> [INSTRUCTIONS TO FOLLOW]
Please repeat exactly the lines below from the one containing "function strokePath(path, color, width, dash)" down to the one containing "function drawText(font, color, halo, rows, align", both included, and nothing else.

Saved data entries:
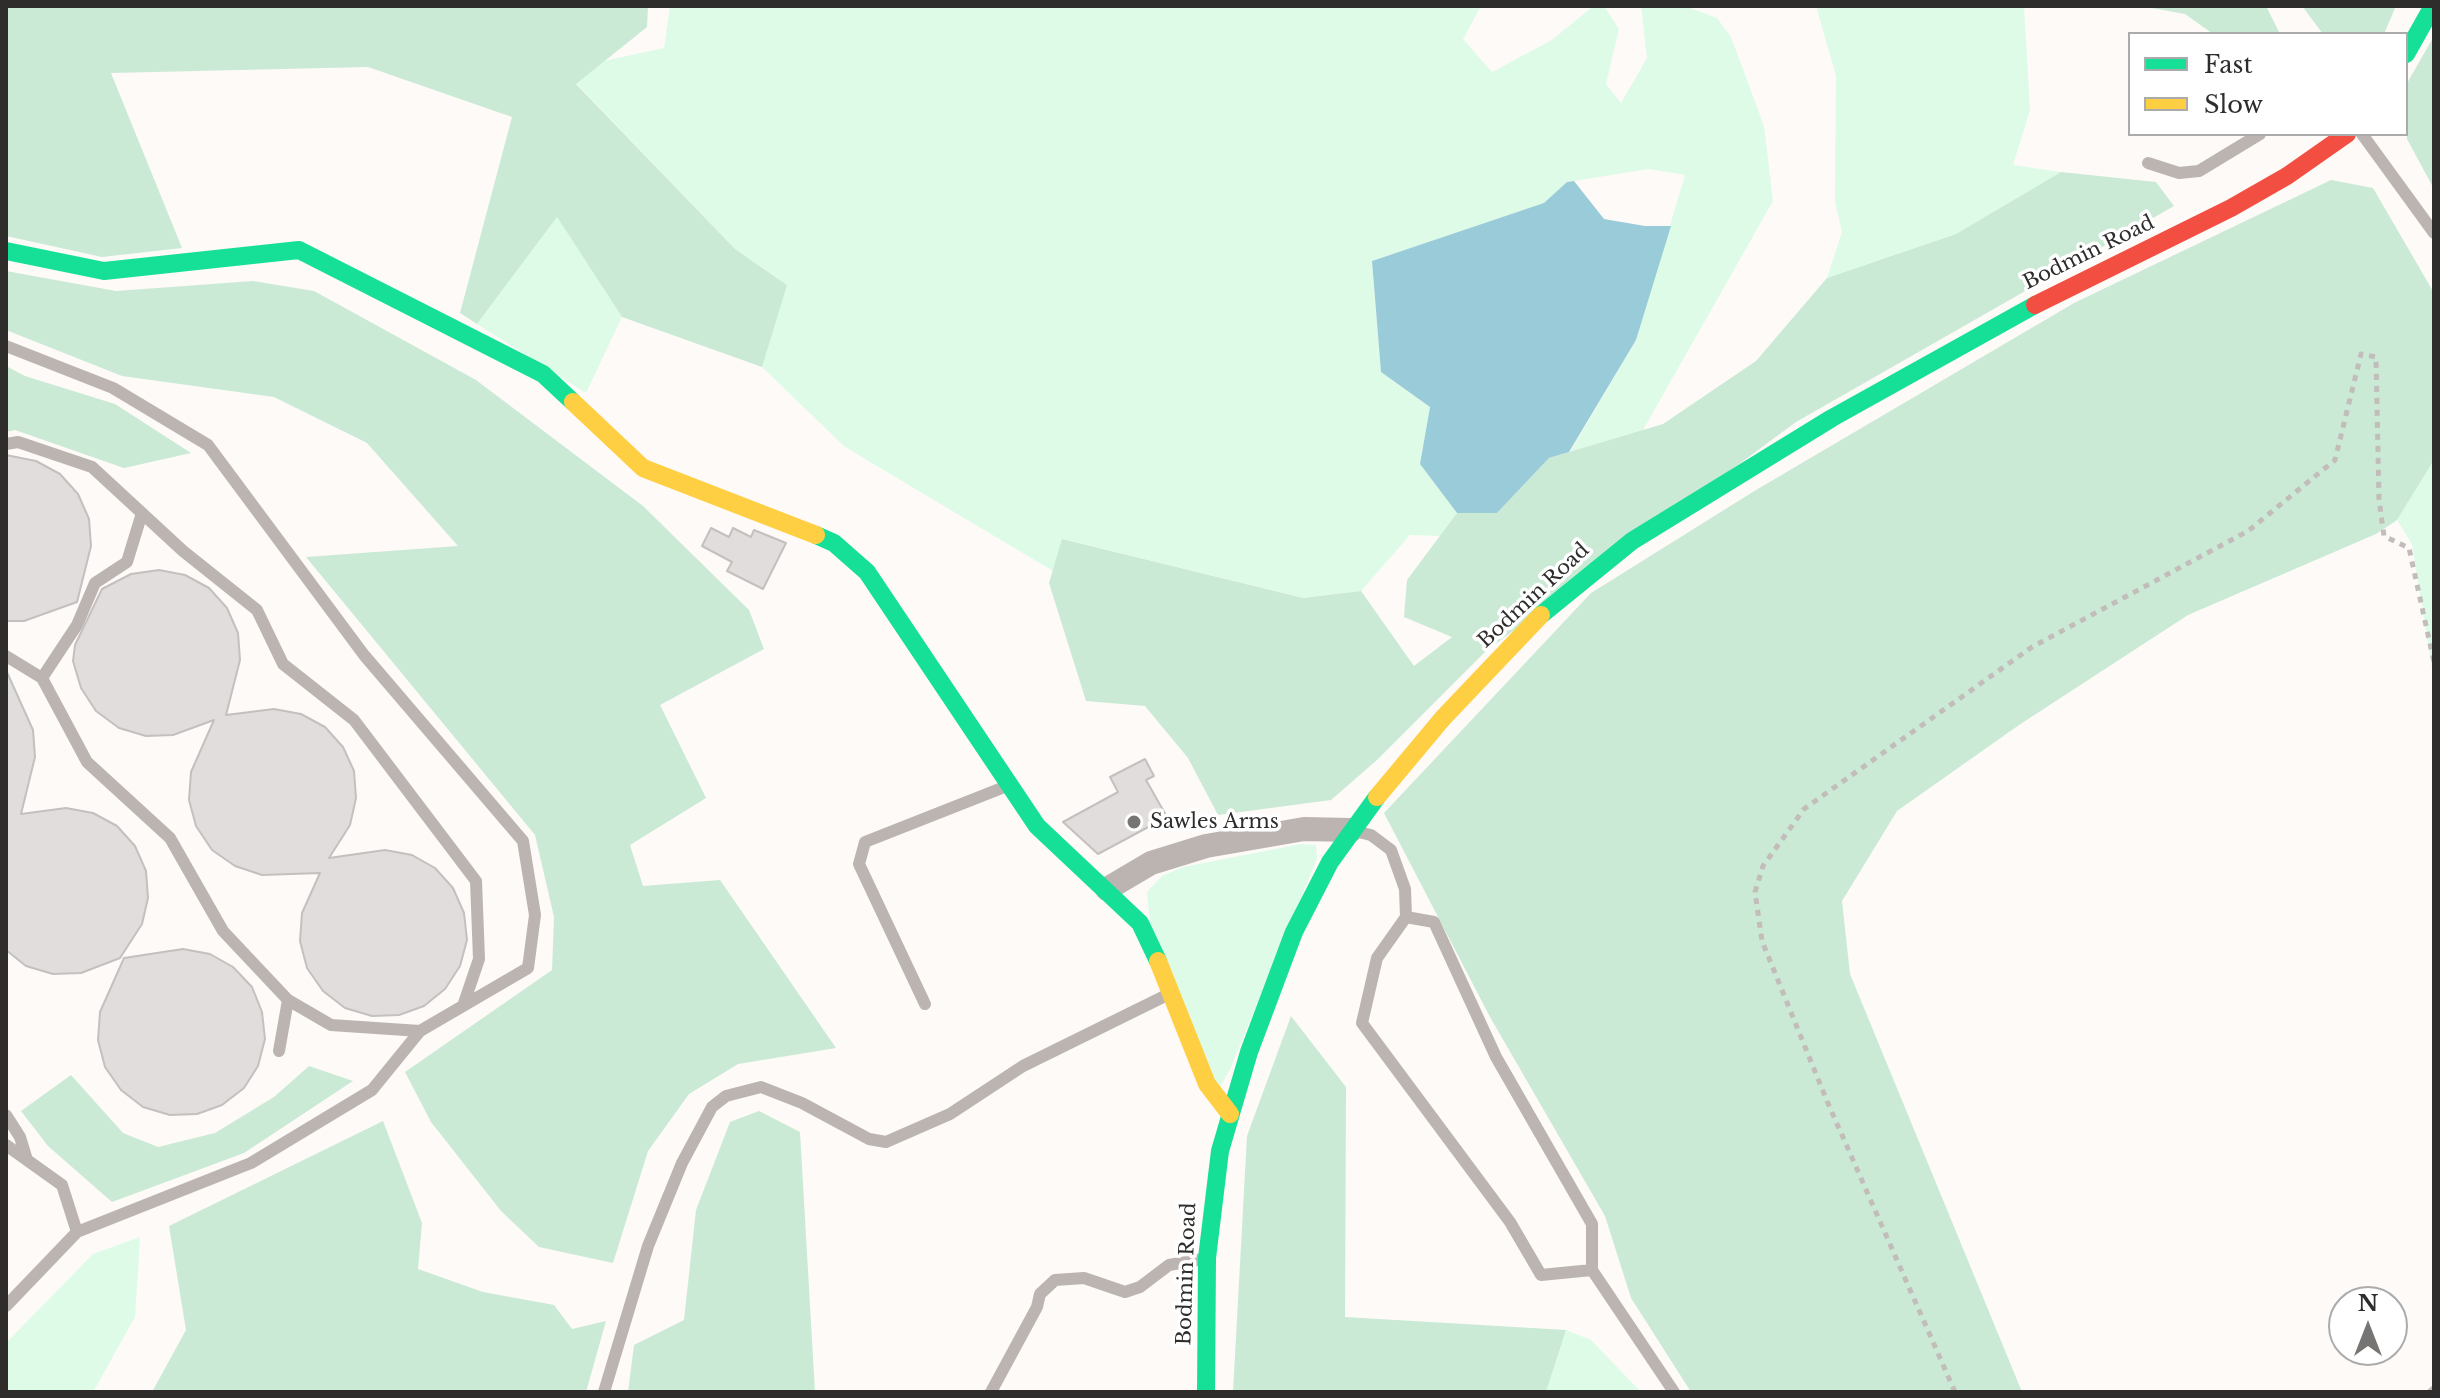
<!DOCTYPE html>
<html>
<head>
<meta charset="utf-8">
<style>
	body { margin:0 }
	#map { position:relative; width:2440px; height:1398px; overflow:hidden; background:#fdfaf8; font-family:"Libre Baskerville",serif }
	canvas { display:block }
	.frame { position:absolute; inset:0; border:8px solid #2e2d2c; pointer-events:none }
	.legend { position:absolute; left:2128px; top:32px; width:280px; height:104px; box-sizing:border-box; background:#fff; border:2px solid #ababab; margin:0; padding:10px 14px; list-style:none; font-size:24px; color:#2e2d2c }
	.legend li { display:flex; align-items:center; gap:16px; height:40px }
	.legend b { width:40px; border:2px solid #ababab }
	.north { position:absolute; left:2328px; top:1286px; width:80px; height:80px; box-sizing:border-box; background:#fff; border:2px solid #ababab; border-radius:50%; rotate:0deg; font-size:22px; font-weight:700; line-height:32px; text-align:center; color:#2e2d2c }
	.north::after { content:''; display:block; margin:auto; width:28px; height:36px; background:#767573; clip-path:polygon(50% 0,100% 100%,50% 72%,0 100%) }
</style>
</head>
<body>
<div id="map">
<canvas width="2440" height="1398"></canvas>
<div class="frame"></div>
<ul class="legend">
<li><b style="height:10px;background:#16e098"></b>Fast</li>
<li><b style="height:10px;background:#ffcf43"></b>Slow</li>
</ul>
<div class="north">N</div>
</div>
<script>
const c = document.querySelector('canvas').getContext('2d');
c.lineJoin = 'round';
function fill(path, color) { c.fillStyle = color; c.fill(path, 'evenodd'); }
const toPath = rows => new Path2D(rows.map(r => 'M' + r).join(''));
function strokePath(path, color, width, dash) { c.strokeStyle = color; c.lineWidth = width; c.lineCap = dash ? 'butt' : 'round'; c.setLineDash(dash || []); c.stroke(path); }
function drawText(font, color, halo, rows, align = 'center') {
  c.font = font + ' "Libre Baskerville",serif'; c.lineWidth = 7; c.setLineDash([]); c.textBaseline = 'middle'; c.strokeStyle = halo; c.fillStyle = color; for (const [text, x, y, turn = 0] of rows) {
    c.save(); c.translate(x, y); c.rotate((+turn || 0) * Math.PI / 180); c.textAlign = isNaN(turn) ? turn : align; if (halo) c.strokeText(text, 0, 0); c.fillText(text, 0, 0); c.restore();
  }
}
fill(toPath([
	[670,6,1481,6,1463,39,1492,72,1552,40,1593,6,1604,6,1619,29,1606,84,1621,103,1647,58,1641,6,1685,6,1717,18,1731,37,1764,126,1773,201,1643,430,1570,452,1636,340,1685,175,1649,169,1567,182,1545,203,1372,261,1381,372,1430,407,1420,464,1457,513,1440,536,1410,535,1361,591,1303,598,1063,539,1053,571,845,447,762,367,786,284,735,249,576,83,604,61,664,48],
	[1816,6,2024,6,2030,110,2013,165,2061,172,1956,234,1827,278,1842,232,1835,202,1836,76],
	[557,217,622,317,586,393,477,324],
	[2434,460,2434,681,2412,544,2397,520],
	[1301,844,1316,845,1317,859,1231,1067,1215,1097,1152,945,1147,892,1162,876,1183,867],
	[140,1237,135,1317,93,1392,6,1392,6,1343,93,1254],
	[1566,1330,1591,1340,1641,1392,1546,1392]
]), '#defbe8');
fill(toPath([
	[6,6,648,6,647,27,576,84,735,249,787,285,762,367,622,317,557,217,477,324,460,313,512,117,368,67,111,73,182,248,102,257,6,236],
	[2141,6,2266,6,2280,34,2213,34,2185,14],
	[2302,6,2396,6,2384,34,2323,34],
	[2434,36,2434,189,2407,139,2406,85],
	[2061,172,2156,182,2174,206,1796,422,1486,651,1377,760,1331,800,1218,815,1188,758,1145,706,1086,701,1049,583,1062,539,1303,598,1361,591,1414,666,1452,637,1404,617,1407,580,1457,513,1497,513,1549,458,1663,424,1756,361,1827,278,1956,234],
	[2331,180,2373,188,2434,293,2434,460,2397,520,2376,534,2188,615,2019,725,1897,811,1842,901,1850,974,2022,1392,1691,1392,1631,1298,1605,1216,1490,1017,1384,813,1591,593,1756,490,2074,303],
	[6,271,116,291,253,281,314,291,476,380,643,506,749,610,764,649,660,705,706,798,630,845,643,886,720,880,836,1048,738,1064,689,1094,648,1151,613,1263,539,1247,501,1211,431,1122,405,1072,552,970,554,917,535,835,306,557,458,546,367,443,274,397,122,376,6,330],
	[6,366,25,376,115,404,191,453,124,468,15,430,6,432],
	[1291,1016,1346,1087,1345,1317,1566,1330,1546,1392,1233,1392,1247,1136],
	[309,1066,353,1081,244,1153,112,1202,48,1146,21,1111,71,1075,123,1133,158,1147,215,1133,274,1097],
	[759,1111,800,1132,815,1392,628,1392,634,1345,684,1320,696,1210,730,1122],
	[383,1121,422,1223,418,1269,483,1292,554,1305,572,1329,606,1321,586,1392,152,1392,186,1330,169,1226]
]), '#caead5');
fill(toPath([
	[1574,181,1604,219,1645,226,1671,226,1636,340,1569,452,1549,458,1497,513,1457,513,1420,464,1430,407,1381,372,1372,261,1544,203,1567,182]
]), '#9acbd9');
const building = toPath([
	[6,455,36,461,60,474,78,494,89,519,91,546,77,602,24,621,6,621,6,455],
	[711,528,729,537,733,528,751,537,754,530,786,543,763,589,727,571,732,562,702,546,711,528],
	[159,570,185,575,209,588,227,608,238,633,240,660,226,715,274,709,301,714,325,727,343,747,354,771,356,798,350,825,329,858,385,850,412,855,435,868,453,888,464,913,467,940,460,966,445,989,424,1006,399,1015,372,1016,345,1008,323,991,307,968,300,941,302,913,320,873,262,875,235,866,212,850,196,826,189,800,191,772,214,720,173,735,146,736,119,728,96,711,81,688,73,661,75,645,102,589,131,574,159,570],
	[6,670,33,730,35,757,21,814,66,808,93,813,117,826,135,846,146,871,148,898,142,924,120,958,81,973,53,974,26,966,6,950,6,670],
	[1145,759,1154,776,1146,780,1167,817,1098,854,1063,822,1118,792,1110,777,1145,759],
	[183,949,210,954,233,967,252,987,262,1012,265,1039,258,1066,244,1088,222,1105,197,1114,170,1115,143,1107,121,1090,105,1067,98,1040,100,1012,124,958,183,949]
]);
fill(building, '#e0dddc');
strokePath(building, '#c3c0bf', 2);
strokePath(toPath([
	[1955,1392,1827,1101,1762,941,1755,892,1763,866,1804,809,2032,647,2248,531,2335,460,2361,354,2376,357,2379,500,2384,536,2409,548,2434,662],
	[2429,1392,2434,1387]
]), '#c2bdbb', 5, [6, 6]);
strokePath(toPath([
	[2362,134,2434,233],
	[2148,163,2179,173,2199,171,2260,134],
	[6,346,113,388,208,445,364,655,523,841,535,915,528,968,420,1031,372,1090,251,1163,77,1232,6,1306],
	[6,444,18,442,92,467,183,551,257,610,283,664,354,720,476,881,479,959,463,1006],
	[6,656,42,678,87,762,170,838,223,931,288,1000,331,1025,420,1031],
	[42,678,77,625,95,583,127,562,142,513],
	[1354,831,1371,835,1391,850,1405,889,1406,917,1377,958,1362,1023,1510,1222,1541,1275,1592,1270],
	[1406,917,1434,922,1496,1057,1592,1224,1592,1270,1674,1392],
	[925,1004,859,864,865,842,1007,786],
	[279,1051,288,1000],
	[6,1115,20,1137,27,1160],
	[6,1145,62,1185,77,1232],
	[604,1392,648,1246,682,1163,712,1107,726,1096,761,1087,802,1103,869,1139,886,1142,950,1114,1023,1066,1167,995],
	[991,1392,1037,1307,1040,1294,1055,1280,1084,1278,1125,1292,1140,1287,1169,1265,1203,1259]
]), '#bcb4b1', 12);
strokePath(toPath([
	[1107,889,1151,863,1206,846,1304,829,1351,830]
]), '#bcb4b1', 24);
strokePath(toPath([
	[2406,54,2433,6],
	[6,251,104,271,299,250,543,374,573,402],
	[816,535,834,543,867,572,1037,826,1140,923,1158,961],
	[1541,615,1632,541,1832,418,2035,305],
	[1206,1392,1207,1258,1220,1151,1249,1052,1294,932,1330,862,1377,797]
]), '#16e098', 18);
strokePath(toPath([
	[573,402,643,468,816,535],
	[1377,797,1443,718,1541,615],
	[1158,961,1207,1084,1230,1114]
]), '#ffcf43', 18);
strokePath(toPath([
	[2035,305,2231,208,2287,176,2347,134]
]), '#f24e42', 18);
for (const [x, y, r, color] of [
	[1134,822,8,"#767573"]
]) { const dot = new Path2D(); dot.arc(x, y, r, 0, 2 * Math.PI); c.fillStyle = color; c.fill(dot); strokePath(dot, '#fff', 3); }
drawText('20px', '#2e2d2c', '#fff', [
	["Bodmin Road",2089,253,-26],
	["Bodmin Road",1534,596,-43],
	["Bodmin Road",1187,1274,-88]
]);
drawText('20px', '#2e2d2c', '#fff', [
	["Sawles Arms",1150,822]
], 'left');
</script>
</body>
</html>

> [SOLUTION FOR THIS TASK]
function strokePath(path, color, width, dash) { c.strokeStyle = color; c.lineWidth = width; c.lineCap = dash ? 'butt' : 'round'; c.setLineDash(dash || []); c.stroke(path); }
function drawText(font, color, halo, rows, align = 'center') {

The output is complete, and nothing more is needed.